## Problem to work on
Your answer should consist of the lines in the data below that contain "image".
______________________________
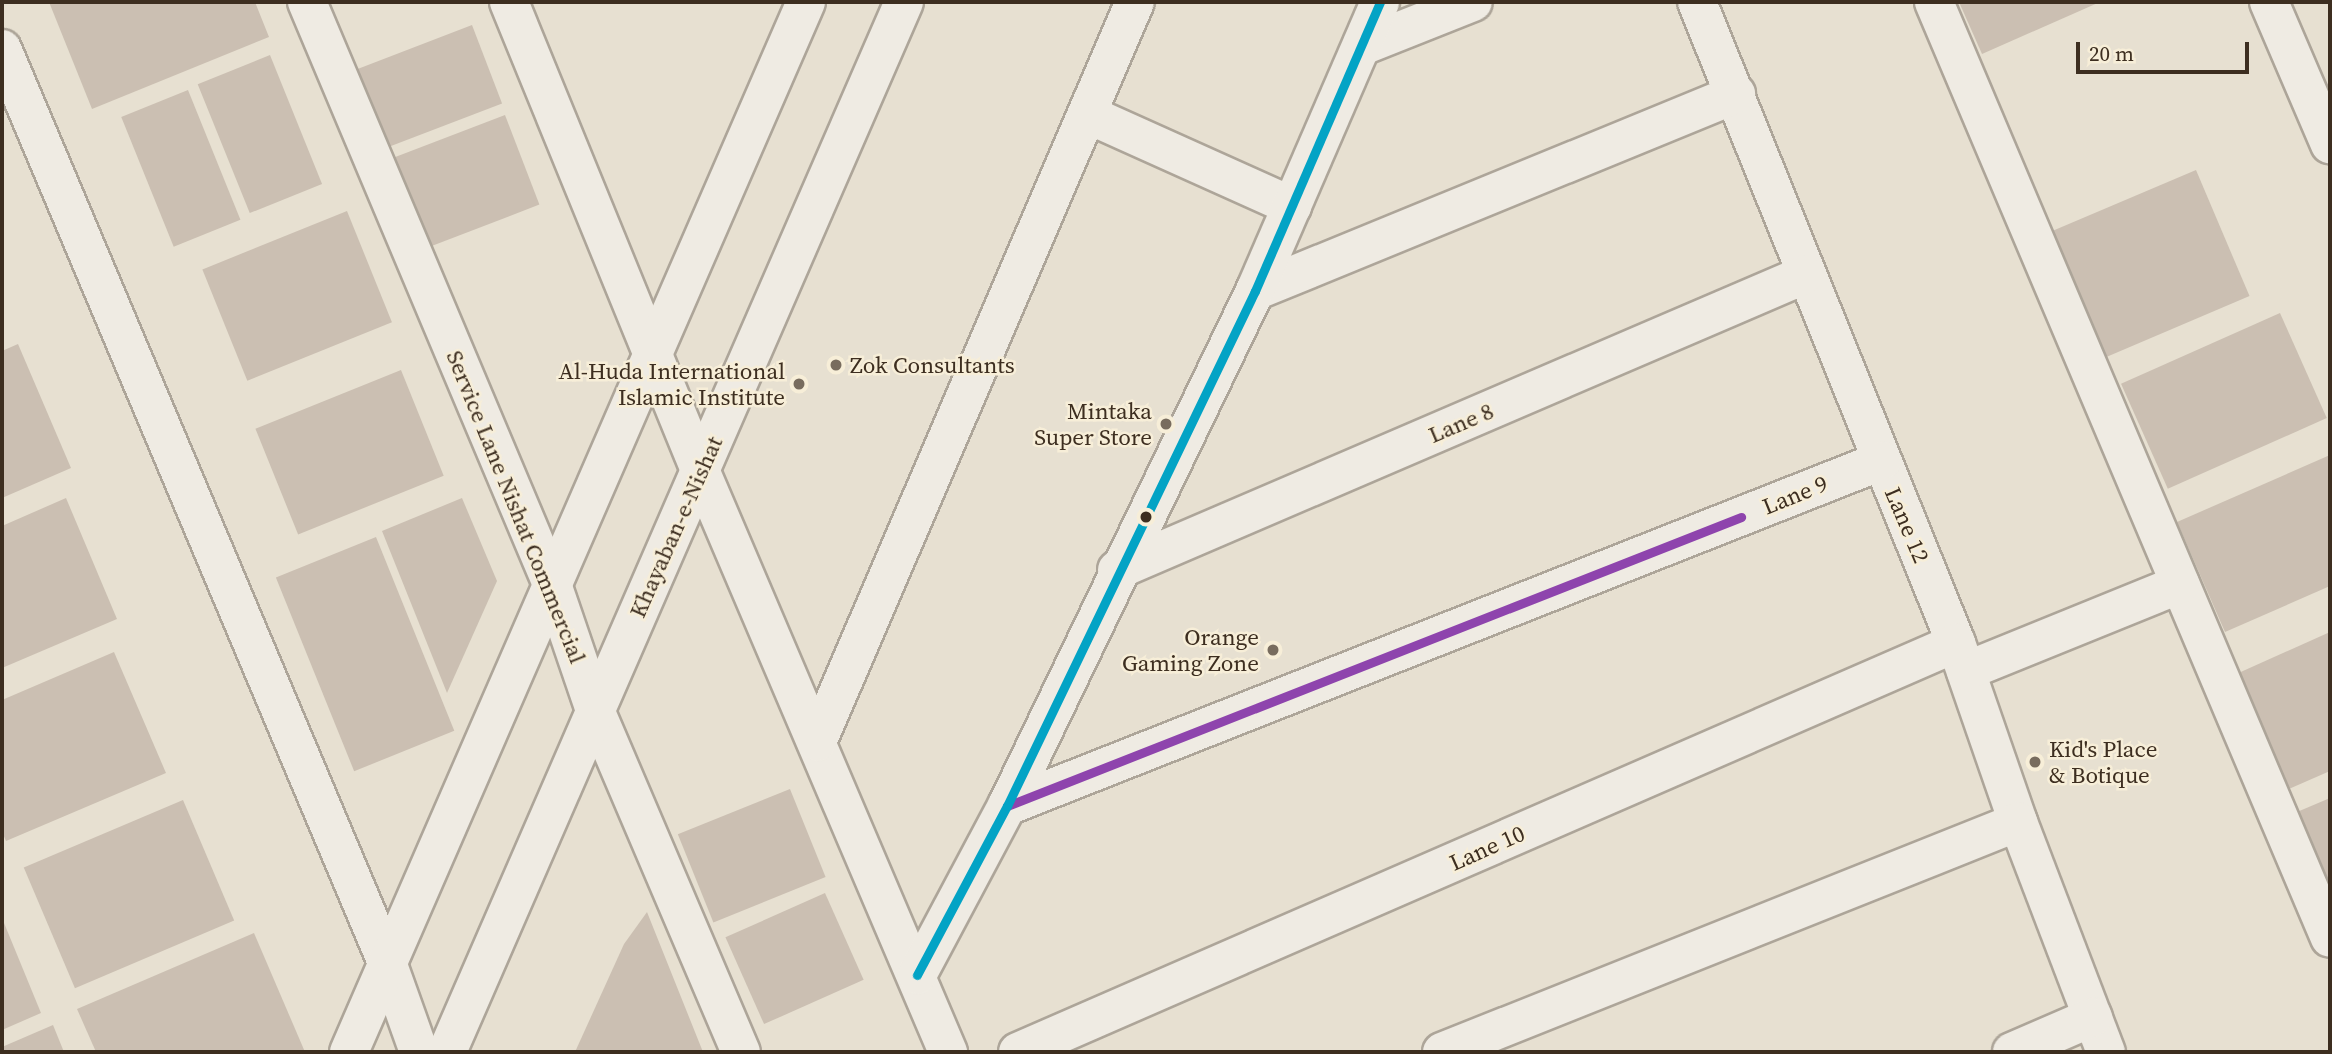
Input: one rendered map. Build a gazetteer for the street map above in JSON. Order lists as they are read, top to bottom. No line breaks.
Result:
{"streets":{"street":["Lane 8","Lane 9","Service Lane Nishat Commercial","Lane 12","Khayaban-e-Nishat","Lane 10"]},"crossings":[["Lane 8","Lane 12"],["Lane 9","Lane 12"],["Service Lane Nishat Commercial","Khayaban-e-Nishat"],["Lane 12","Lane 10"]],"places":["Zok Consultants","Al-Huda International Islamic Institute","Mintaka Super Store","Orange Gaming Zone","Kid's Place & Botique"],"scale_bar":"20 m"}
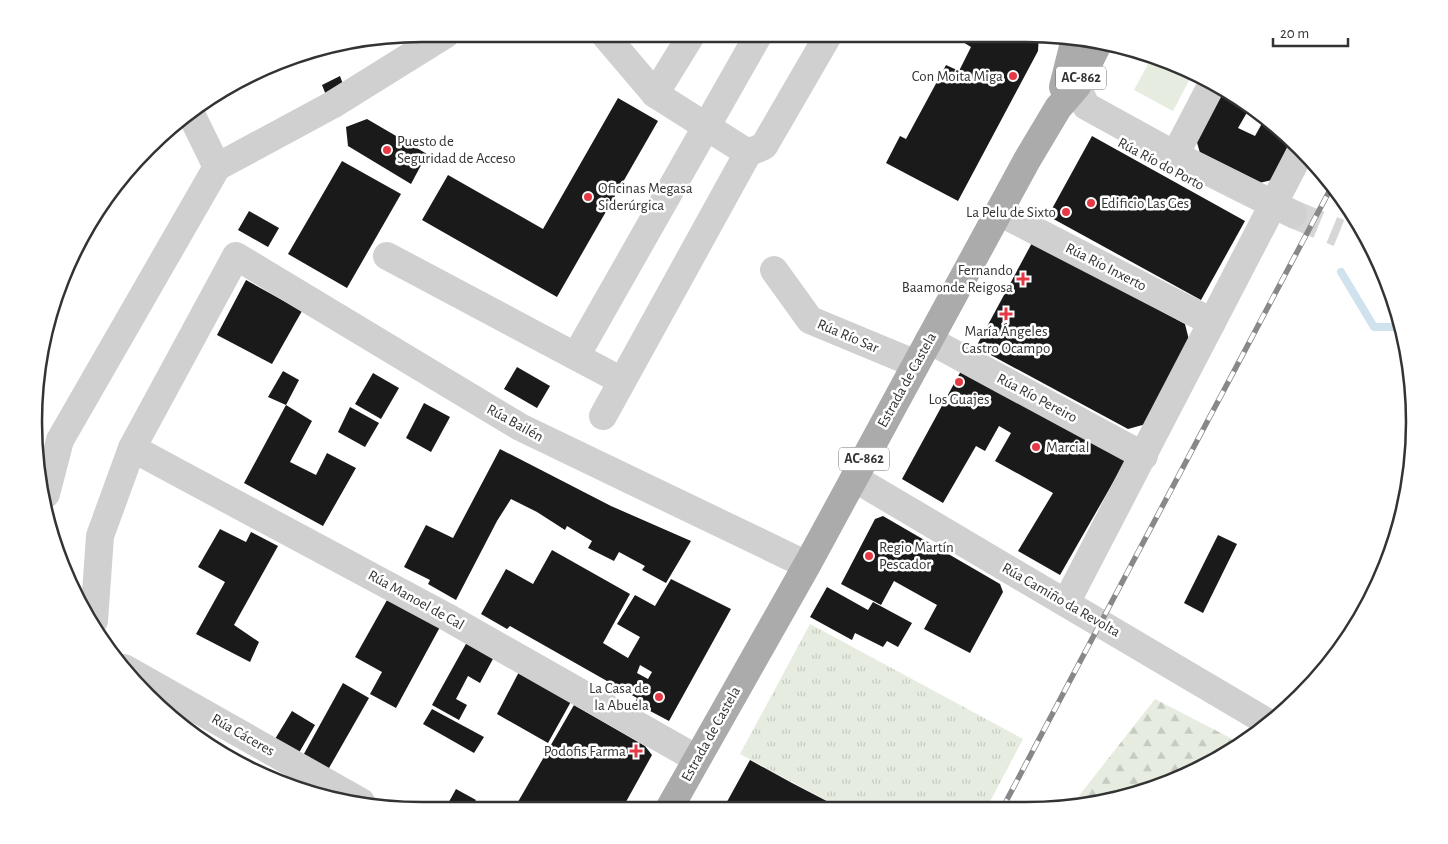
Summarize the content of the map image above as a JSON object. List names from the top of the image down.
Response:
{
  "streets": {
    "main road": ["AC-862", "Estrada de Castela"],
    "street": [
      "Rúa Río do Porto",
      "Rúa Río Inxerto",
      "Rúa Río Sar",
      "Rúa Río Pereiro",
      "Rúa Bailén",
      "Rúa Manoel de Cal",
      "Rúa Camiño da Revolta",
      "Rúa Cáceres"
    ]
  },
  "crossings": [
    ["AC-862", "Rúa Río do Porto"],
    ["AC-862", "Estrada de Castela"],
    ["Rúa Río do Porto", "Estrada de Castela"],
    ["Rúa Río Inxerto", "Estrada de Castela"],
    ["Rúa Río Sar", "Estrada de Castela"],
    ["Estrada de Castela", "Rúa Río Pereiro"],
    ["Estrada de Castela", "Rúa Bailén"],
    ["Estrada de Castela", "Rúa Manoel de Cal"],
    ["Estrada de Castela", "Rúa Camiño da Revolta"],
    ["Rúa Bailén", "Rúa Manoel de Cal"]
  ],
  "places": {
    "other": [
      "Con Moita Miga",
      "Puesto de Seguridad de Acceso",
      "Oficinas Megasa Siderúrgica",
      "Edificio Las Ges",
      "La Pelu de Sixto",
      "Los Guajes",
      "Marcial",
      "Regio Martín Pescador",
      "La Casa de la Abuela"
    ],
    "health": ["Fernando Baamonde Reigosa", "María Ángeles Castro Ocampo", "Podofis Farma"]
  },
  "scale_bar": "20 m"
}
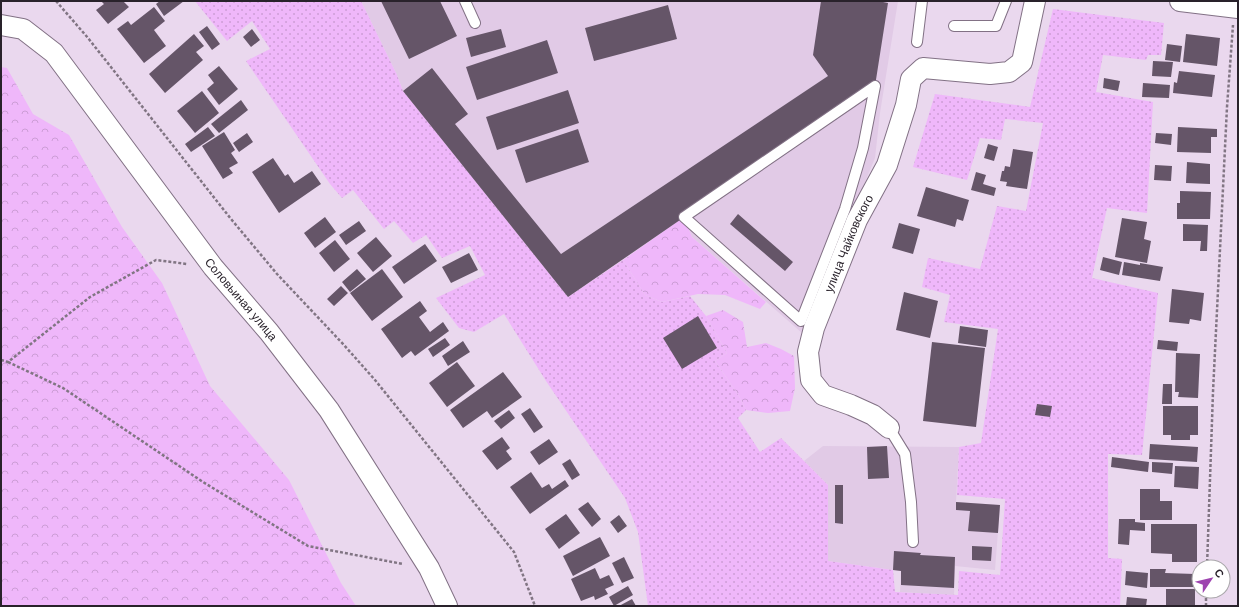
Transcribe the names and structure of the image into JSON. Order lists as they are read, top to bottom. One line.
______________________________
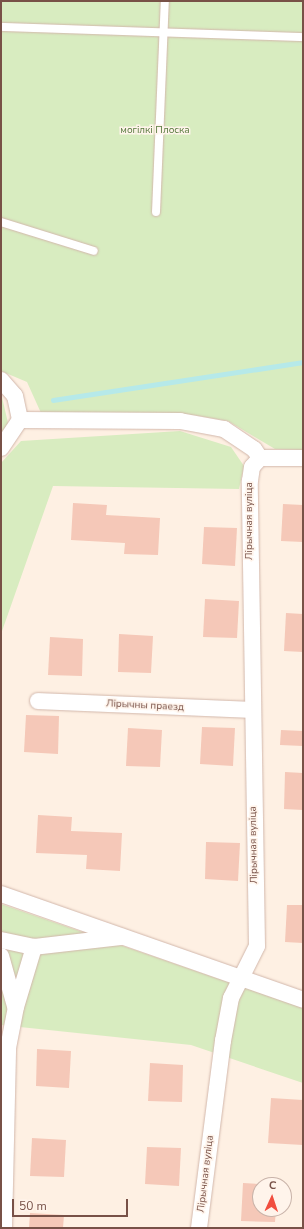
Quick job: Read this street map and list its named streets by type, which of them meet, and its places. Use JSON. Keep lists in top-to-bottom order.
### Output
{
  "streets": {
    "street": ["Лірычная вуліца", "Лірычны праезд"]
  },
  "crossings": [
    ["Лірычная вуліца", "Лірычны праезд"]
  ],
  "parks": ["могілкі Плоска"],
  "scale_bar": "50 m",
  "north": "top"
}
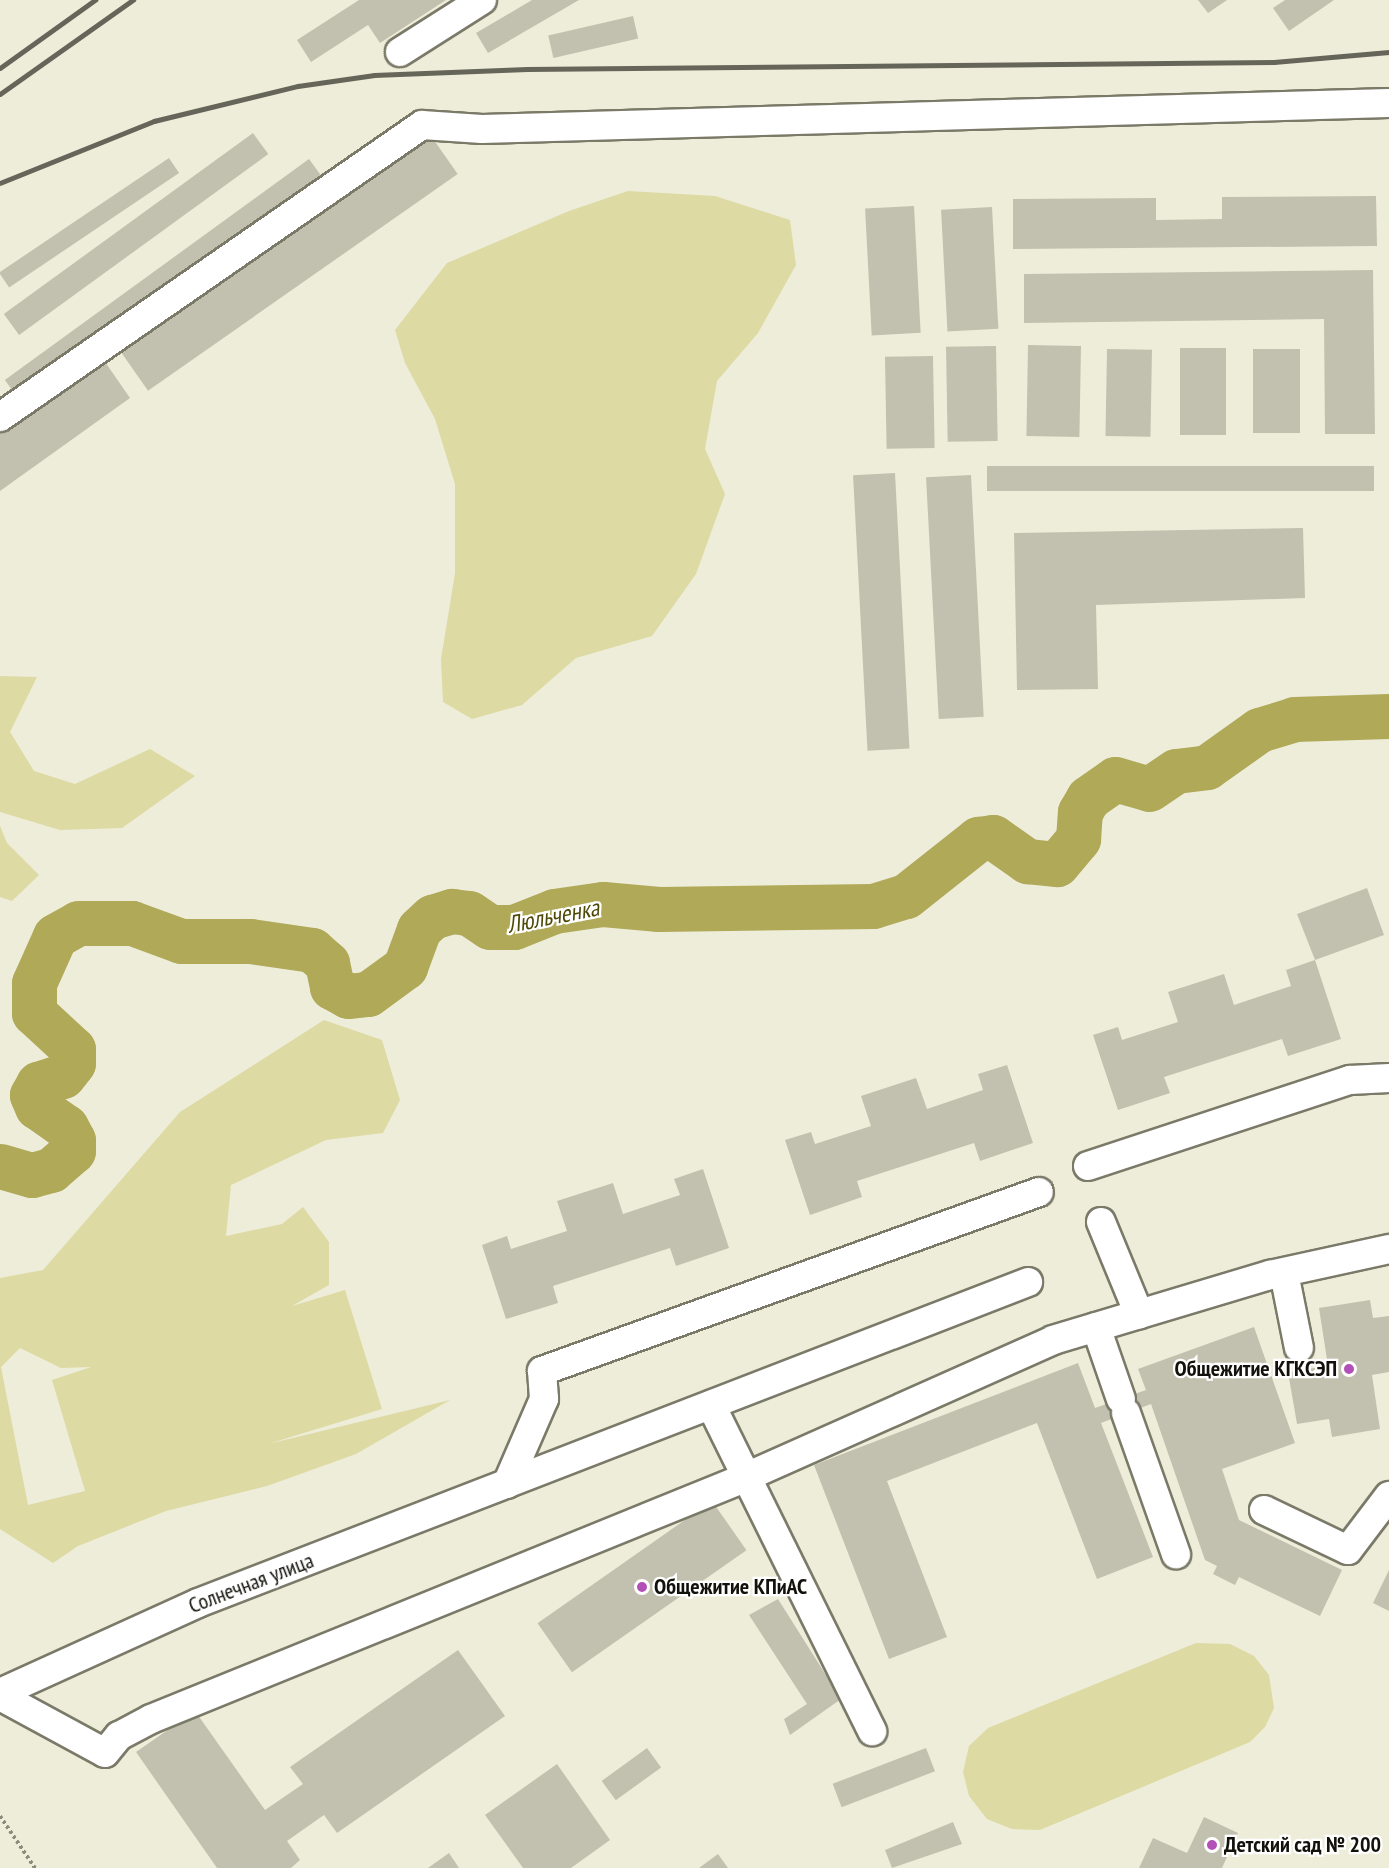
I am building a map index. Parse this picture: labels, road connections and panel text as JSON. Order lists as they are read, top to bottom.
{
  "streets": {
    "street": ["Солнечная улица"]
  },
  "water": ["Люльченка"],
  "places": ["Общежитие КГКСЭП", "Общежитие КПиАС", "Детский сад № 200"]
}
______________________________
## Solved problem
Summarize the content of the map image above as a JSON object. List names from the top of the image down.
Transcribe the names and structure of the image into JSON. Order lists as they are read, top to bottom. One line.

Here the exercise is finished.